An important aspect of the change is in the way that articles will be organised and cited. The online "publish ahead of print" model that we have been using for research articles assumed that they would eventually be published in a print issue, and the ultimate citation for that article derived from that print issue. Thus, when it was first published, an online first article had a year and a doi (a unique identifier for a digital object)—for example, BMJ 2008 doi:10.1136/bmj.012334.5678.BM—but when it later appeared in print, the definitive citation for that article became the traditional one of year, volume, and page number: BMJ 2008;336:123-5.

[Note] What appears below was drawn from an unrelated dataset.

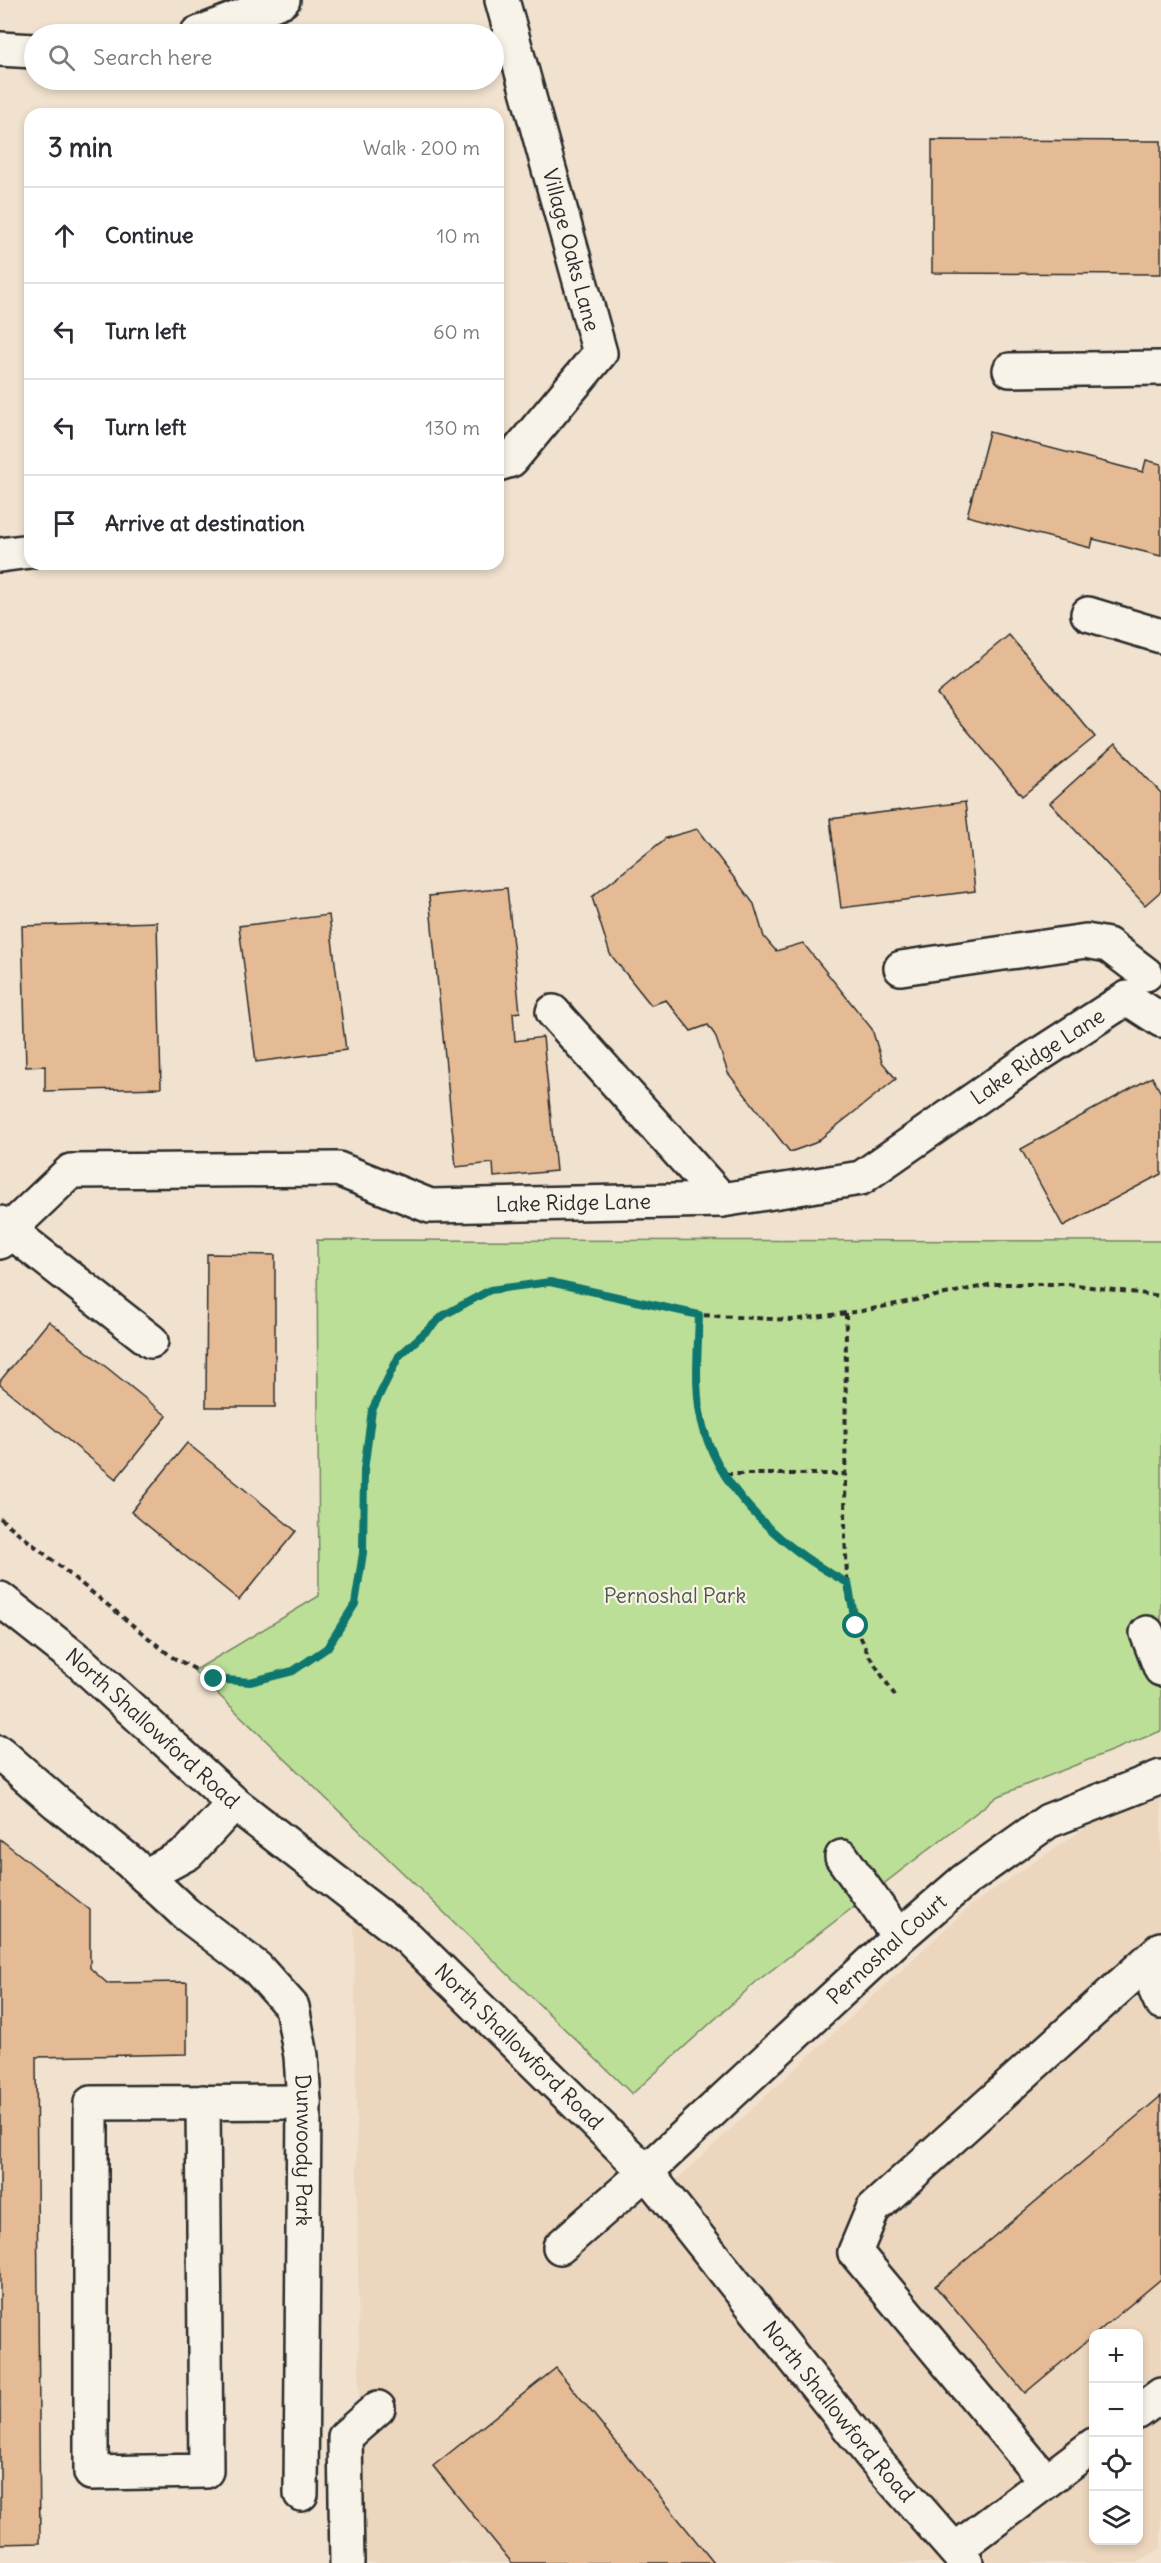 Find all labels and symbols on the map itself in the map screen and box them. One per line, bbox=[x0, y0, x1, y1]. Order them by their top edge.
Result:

From now on, each article will have only one, permanent, citation and it will no longer derive from print. The citation will be year, volume, e-locator (a unique identifier for that article)—for example, BMJ 2008;337:a145—and this is what will appear in Medline, PubMed, and other bibliographical indexes. We will print this citation on every item we publish, in print and online, and authors will need to use it when they cite these BMJ articles.

Highwire Press, who provide our web platform and have built the tools that enable us to publish continuously, predict that in a few years’ time "everyone will be doing it." We hope that our authors and readers will see the benefits, and as always we welcome your feedback.

Fiona Godlee, editor, Tony Delamothe, deputy editor, Jane Smith, deputy editor

1 BMJ, London WC1H 9JR

jsmith{at}bmj.com


Competing interests: FG, TD, and JS are employees of the BMJ.

Provenance: Commissioned, not externally peer reviewed.

References

  1. Delamothe T. Is that it? How online articles have changed over the past five years. BMJ 2002;325:1475-8.[Free Full Text]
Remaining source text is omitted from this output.